**Exercise requirements:** Where in the records does the word "text" appear? Copy each line that holds it.

**Extracted information:**
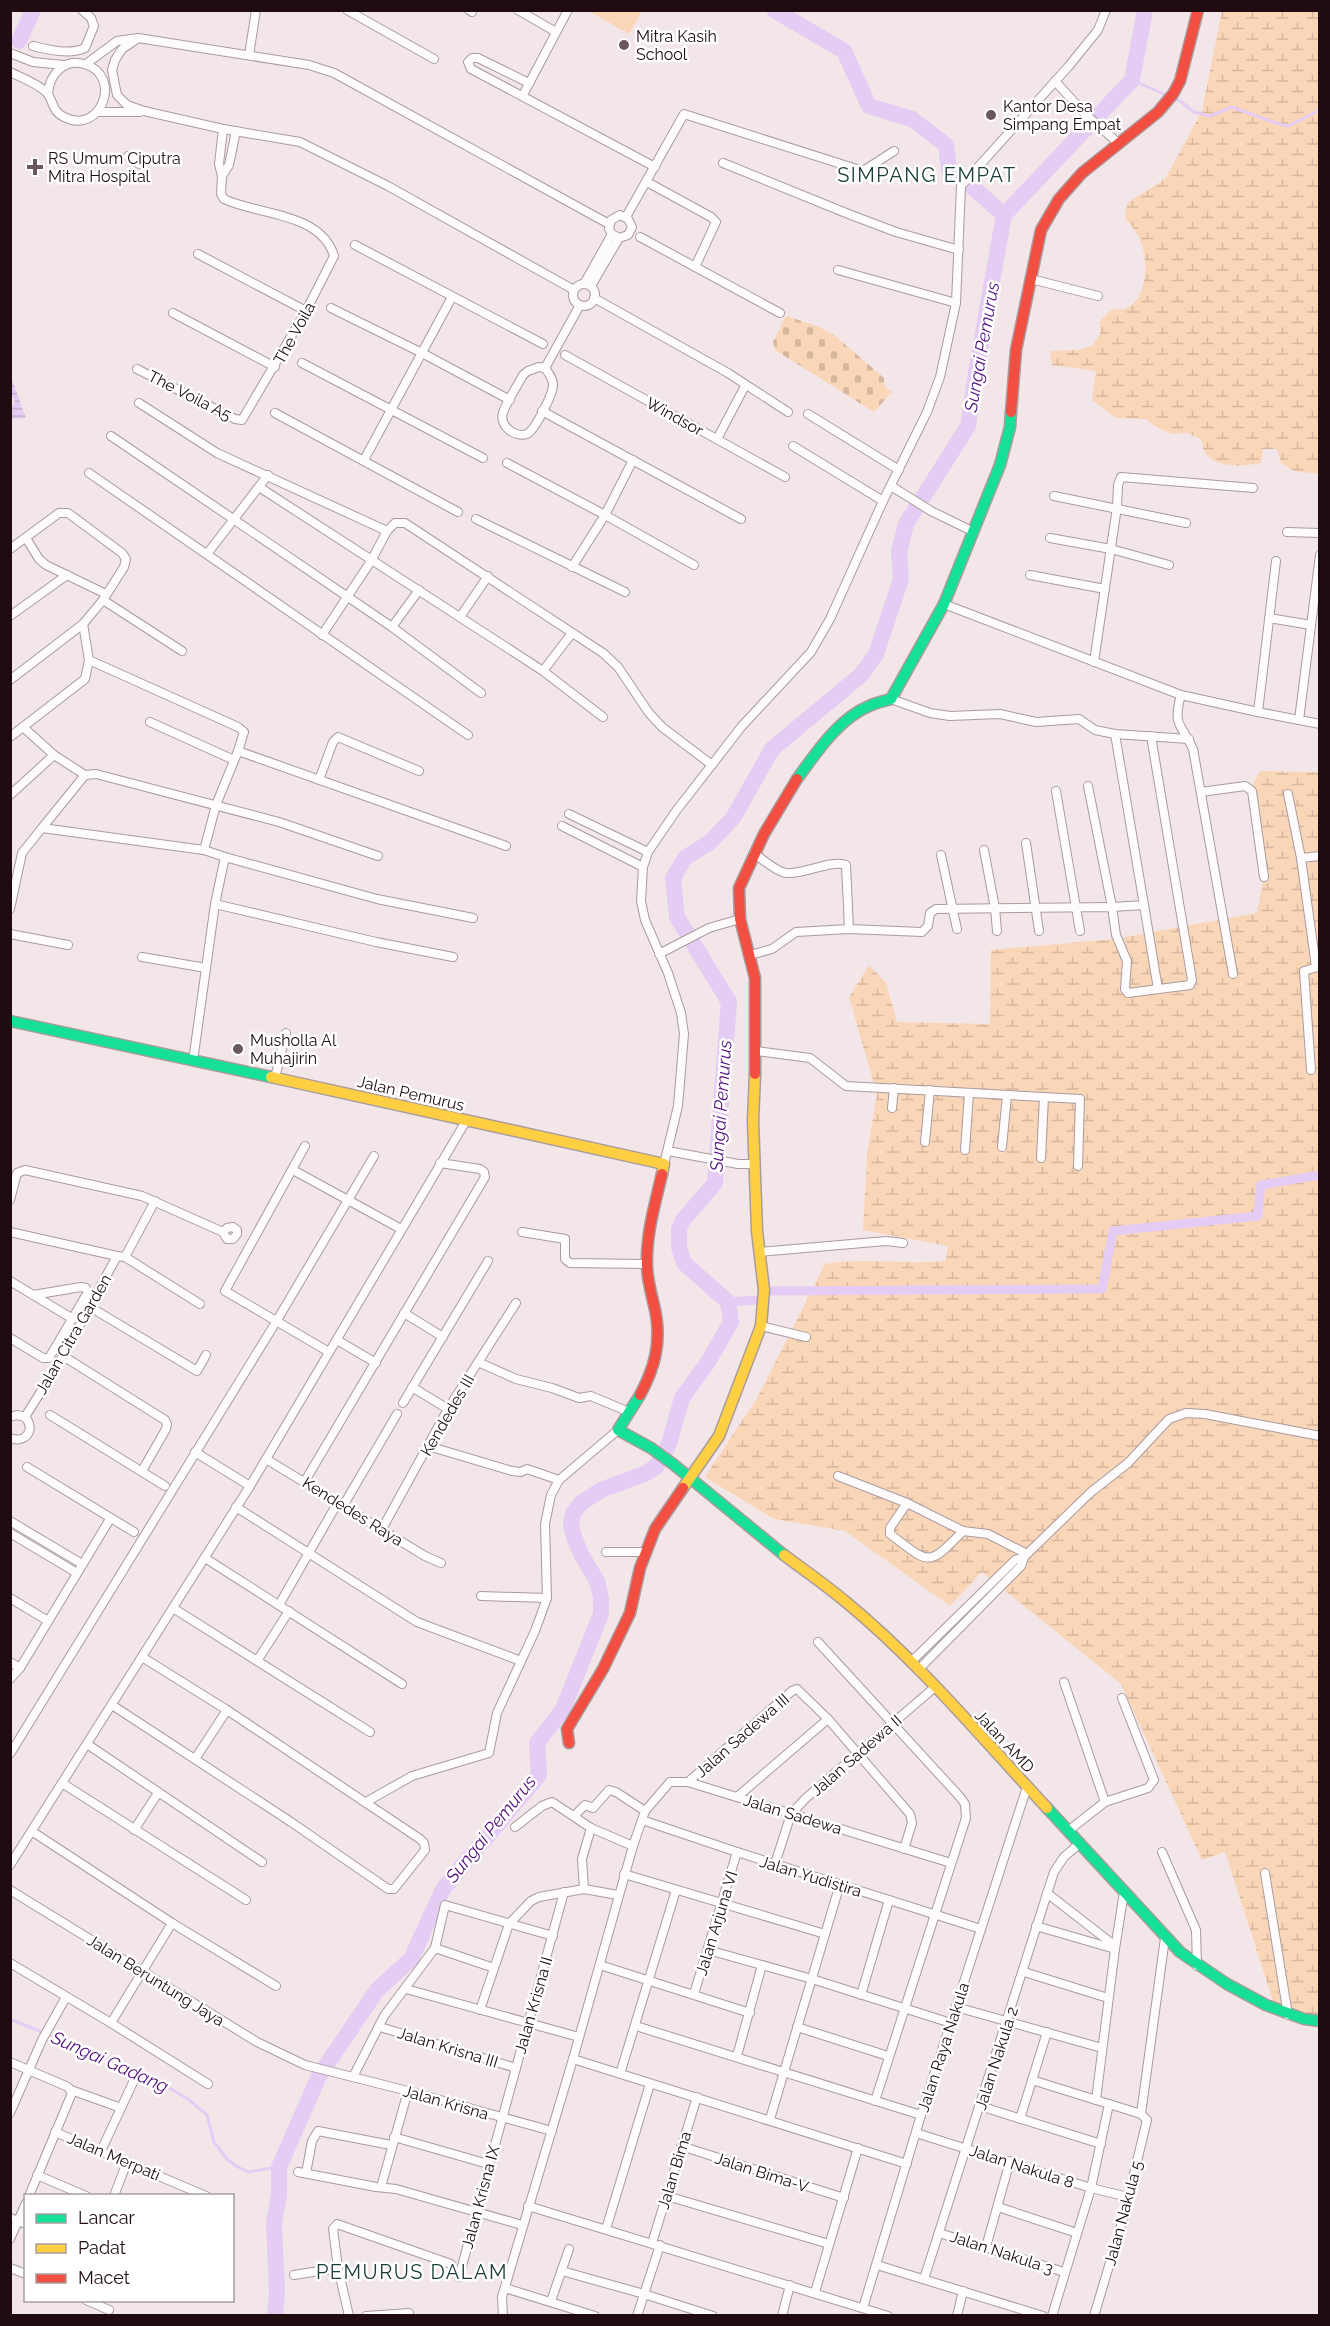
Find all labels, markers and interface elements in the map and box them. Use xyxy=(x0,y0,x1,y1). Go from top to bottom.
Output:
place label: Mitra Kasih School xyxy=(636,27,717,64)
marker: Mitra Kasih School xyxy=(617,38,631,52)
place label: Kantor Desa Simpang Empat xyxy=(1003,97,1122,134)
marker: Kantor Desa Simpang Empat xyxy=(984,108,998,122)
place label: RS Umum Ciputra Mitra Hospital xyxy=(48,149,181,186)
marker: RS Umum Ciputra Mitra Hospital xyxy=(26,158,44,176)
district label: SIMPANG EMPAT xyxy=(837,163,1017,187)
water label: Sungai Pemurus xyxy=(960,280,1003,415)
street label: The Voila xyxy=(270,299,319,368)
street label: The Voila A5 xyxy=(145,366,235,425)
street label: Windsor xyxy=(643,393,707,440)
place label: Musholla Al Muhajirin xyxy=(250,1031,337,1068)
water label: Sungai Pemurus xyxy=(705,1039,736,1173)
marker: Musholla Al Muhajirin xyxy=(231,1042,245,1056)
street label: Jalan Pemurus xyxy=(356,1072,466,1115)
street label: Jalan Citra Garden xyxy=(31,1271,115,1398)
street label: Kendedes III xyxy=(416,1371,478,1459)
street label: Kendedes Raya xyxy=(299,1473,407,1550)
street label: Jalan Sadewa III xyxy=(692,1690,793,1781)
street label: Jalan AMD xyxy=(971,1706,1038,1777)
street label: Jalan Sadewa II xyxy=(807,1711,906,1800)
water label: Sungai Pemurus xyxy=(440,1770,541,1887)
street label: Jalan Sadewa xyxy=(741,1791,844,1838)
street label: Jalan Yudistira xyxy=(758,1852,864,1901)
street label: Jalan Arjuna VI xyxy=(692,1869,741,1978)
street label: Jalan Beruntung Jaya xyxy=(84,1930,228,2030)
street label: Jalan Krisna II xyxy=(511,1954,556,2056)
street label: Jalan Raya Nakula xyxy=(914,1980,973,2114)
street label: Jalan Nakula 2 xyxy=(971,2004,1022,2112)
street label: Jalan Krisna III xyxy=(395,2023,500,2072)
water label: Sungai Gadang xyxy=(48,2026,172,2097)
street label: Jalan Krisna xyxy=(401,2081,491,2124)
street label: Jalan Merpati xyxy=(65,2128,163,2185)
street label: Jalan Bima xyxy=(654,2129,695,2211)
street label: Jalan Nakula 8 xyxy=(967,2141,1076,2192)
street label: Jalan Krisna IX xyxy=(458,2143,504,2251)
street label: Jalan Bima-V xyxy=(713,2148,811,2197)
street label: Jalan Nakula 5 xyxy=(1100,2158,1147,2268)
legend xyxy=(24,2194,234,2302)
text: Lancar xyxy=(78,2207,135,2228)
street label: Jalan Nakula 3 xyxy=(948,2227,1056,2278)
text: Padat xyxy=(78,2237,126,2258)
district label: PEMURUS DALAM xyxy=(316,2260,508,2284)
text: Macet xyxy=(78,2267,130,2288)

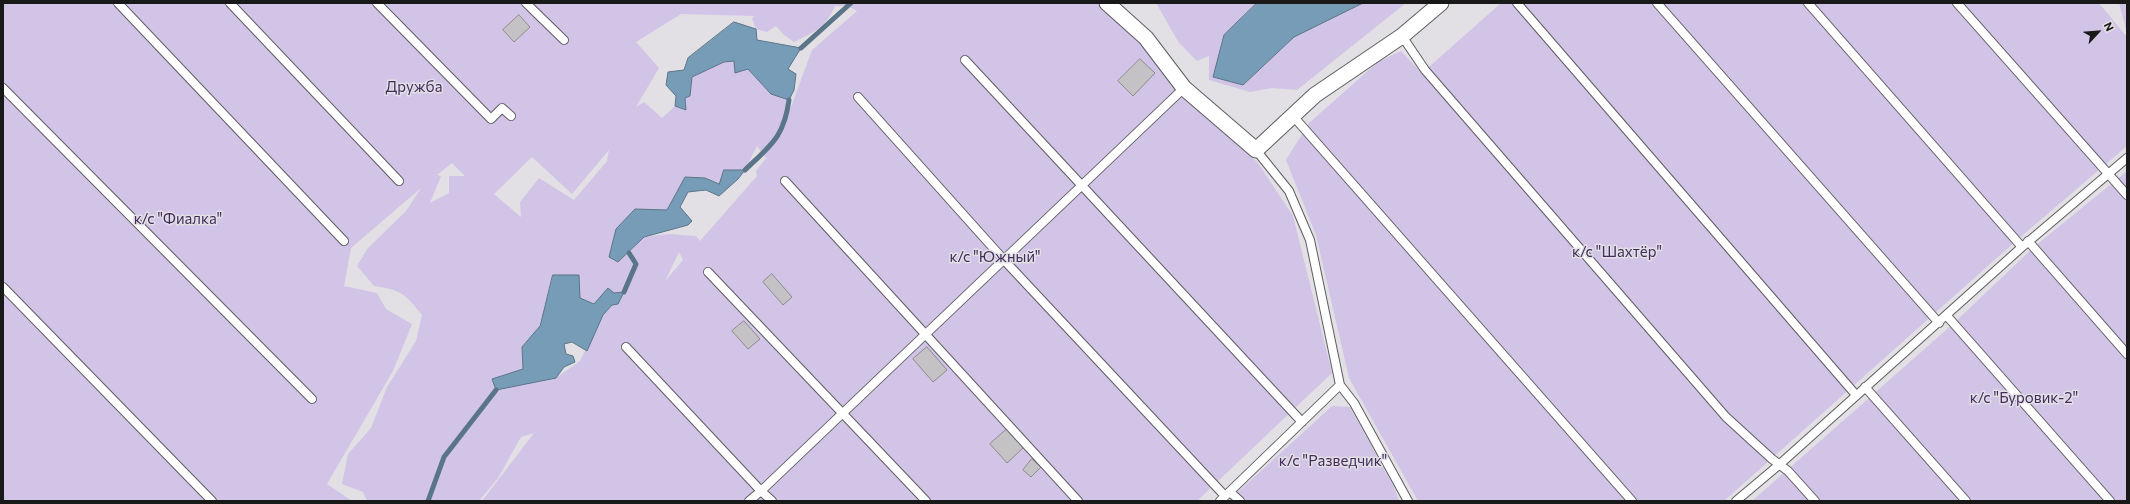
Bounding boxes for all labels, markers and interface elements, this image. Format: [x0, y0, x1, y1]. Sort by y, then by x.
north arrow [2078, 12, 2118, 52]
text: N [2102, 20, 2117, 33]
park label: Дружба [386, 78, 442, 96]
park label: к/с "Фиалка" [134, 210, 222, 228]
park label: к/с "Шахтёр" [1572, 243, 1662, 261]
park label: к/с "Южный" [949, 248, 1041, 266]
park label: к/с "Буровик-2" [1970, 389, 2078, 407]
park label: к/с "Разведчик" [1279, 452, 1387, 470]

**Solution to this problem:**
text: Lancar xyxy=(78,2207,135,2228)
text: Padat xyxy=(78,2237,126,2258)
text: Macet xyxy=(78,2267,130,2288)
text: N [2102, 20, 2117, 33]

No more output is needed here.